Right-Wing Trolls — From Scalia On Down — Take On The Obamacare Decision

Right-Wing Trolls — From Scalia On Down — Take On The Obamacare Decision

Right wingers are going into apoplexy over the Supreme Court’s decisive 6-3 ruling upholding federal health insurance subsidies under Obamacare — and a lot of it is pretty entertaining.

The decision in the King v. Burwell case is likely to be the last fundamental legal challenge to the Affordable Care Act. (More litigation could certainly be on the way — but it would realistically only affect things at the edges.) And after five years of chasing this law like Captain Ahab chased a very large whale, these people really aren’t happy about it.

Of course, if we’re looking for an unhinged right winger who’s full of soundbites on just about any topic, there’s just no topping a member of the Supreme Court itself — Justice Antonin Scalia — who in his dissenting opinion called the ruling “of course quite absurd, and the Court’s 21 pages of explanation make it no less so.”

“Contrivance, thy name is an opinion on the Affordable Care Act!” Scalia also declared in a parenthetical aside.

In another memorable line, he referred to the Court practicing “interpretive jiggery-pokery.”

Scalia even capped off a section full of legalese, with an insult in the vein of Don Rickles.

The Court claims that the Act must equate federal and state establishment of Exchanges when it defines a qualified individual as someone who (among other things) lives in the “State that established the Exchange […]. Otherwise, the Court says, there would be no qualified individuals on federal Exchanges, contradicting (for example) the provision requiring every Exchange to take the “‘interests of qualified individuals’” into account when selecting health plans. […]. Pure applesauce.

And in an apparent bid to the start a Twitter hashtag, Scalia stated that the Court “rewrites the law to make tax credits available everywhere. We should start calling this law SCOTUScare” — a line that shall surely live on for years in right-wing talk radio and blogs.

Another government official, Mississippi governor Phil Bryant (R), got in on the act at the state level. And in an interesting choice of words at a time when much of the country is looking back on the struggles for civil rights in the Deep South (not to mention the Civil War), Bryant’s fiery statement invokes a lot of familiar old language of state resistance to the federal government.

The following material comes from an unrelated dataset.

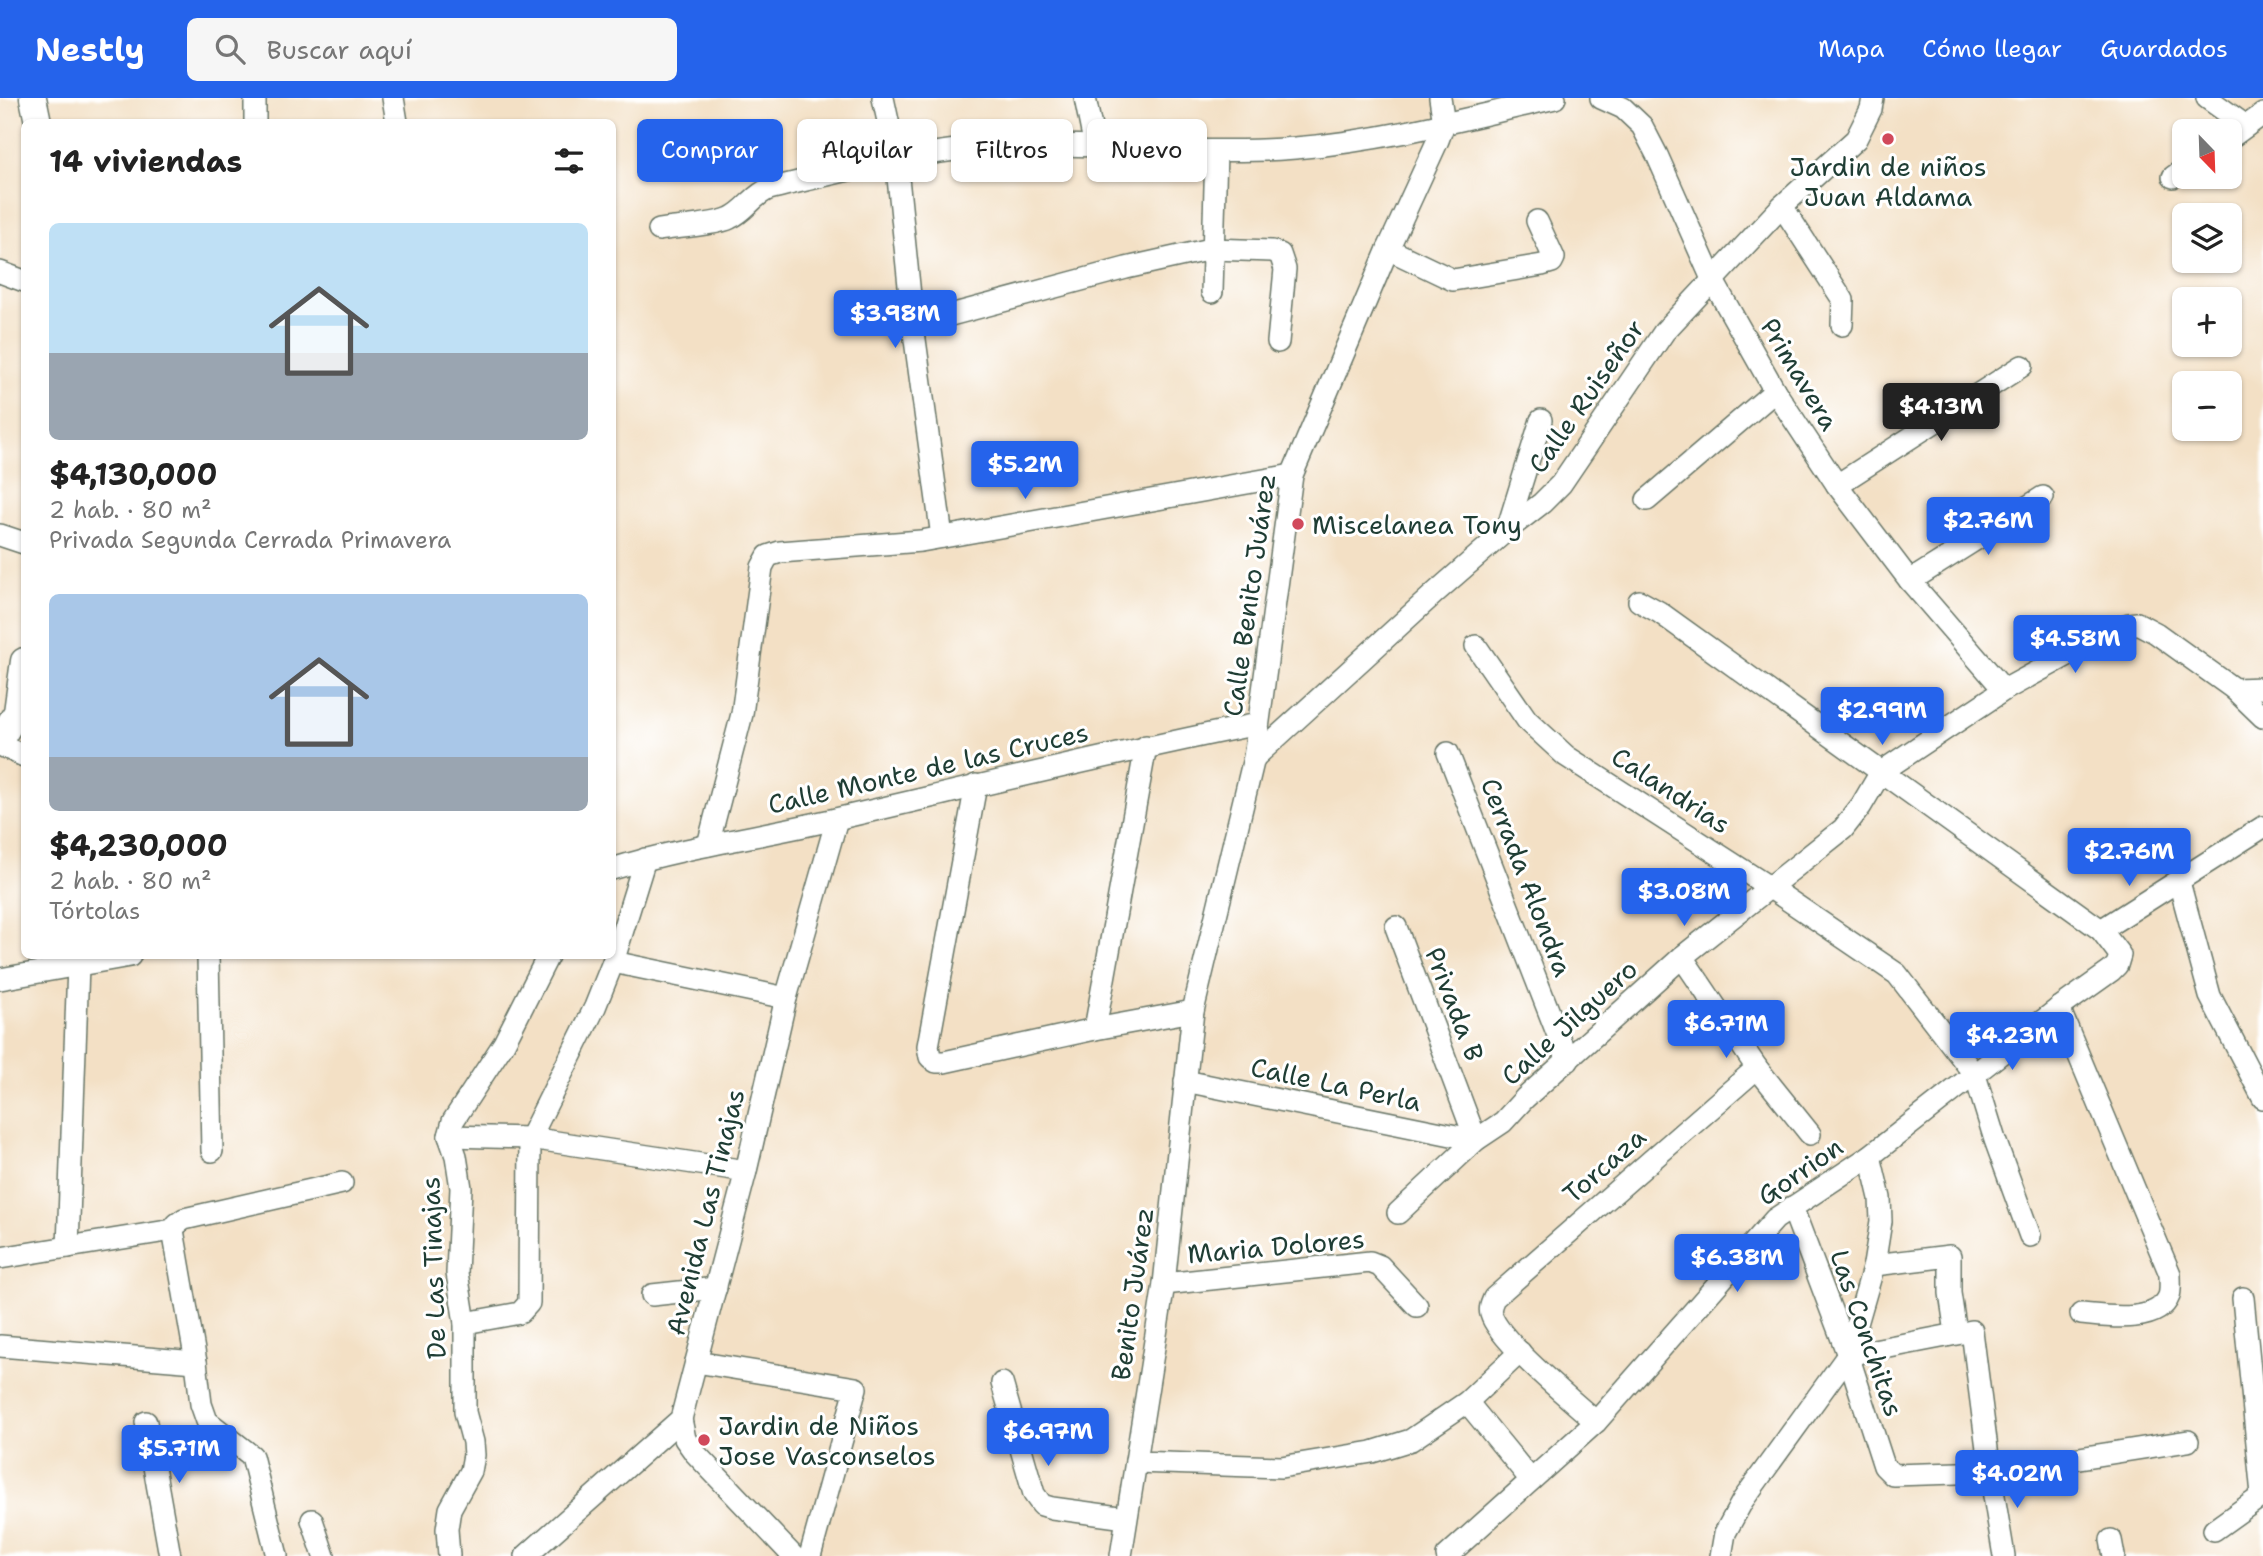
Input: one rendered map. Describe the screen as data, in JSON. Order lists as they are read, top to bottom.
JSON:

Today’s decision does not change the fact that Obamacare is a socialist takeover of health care forced down the throats of the American people without proper review, and it does not slow the massive and unprecedented transfer of wealth that is at the heart of the subsidy system. Make no mistake—Obamacare is not about helping those in need or improving health care delivery. It is about destabilizing our health care system, ceding more control to centralized government and replacing individual liberty with government dependence.

Mississippi was right, as were numerous other states, not to willingly entrench Obamacare by establishing a state-based exchange, and I will continue to resist any efforts that attempt to shove Obamacare deeper into this state.

Bloggers chimed in, too. Michelle Malkin invoked the accusation that the Supreme Court was rewriting the law to mean anything that President Obama would want — citing a gay showtunes composer.

Bryan Fischer is a radio host for a recognized anti-gay hate group, the American Family Association, which is worth noting only because the group recently had to repudiate some of his claims because they were too vile even for them. This moral authority declared the SCOTUS ruling to be all but the death knell for America itself.

Sean Hannity blew his top on his own radio show, reviving one of the classic fearmongering routines against Obamacare, now that it has yet again gotten a clean bill of Constitutional health.

“And I’m telling you, death panels will exist! Because you know what that death panel is gonna be? It’s gonna be called a morphine drip. You get your morphine drip; it depresses your respiration — and guess what, you die! Is that the care you want?”

And Ben Shapiro of Breitbart tweeted out a rather — um, creative reference to the Fifty Shades of Grey franchise.

Photo: Protesters in Minnesota call for smaller government and the repeal of the health care law enacted in March, 2010. (Fibonacci Blue via Flickr)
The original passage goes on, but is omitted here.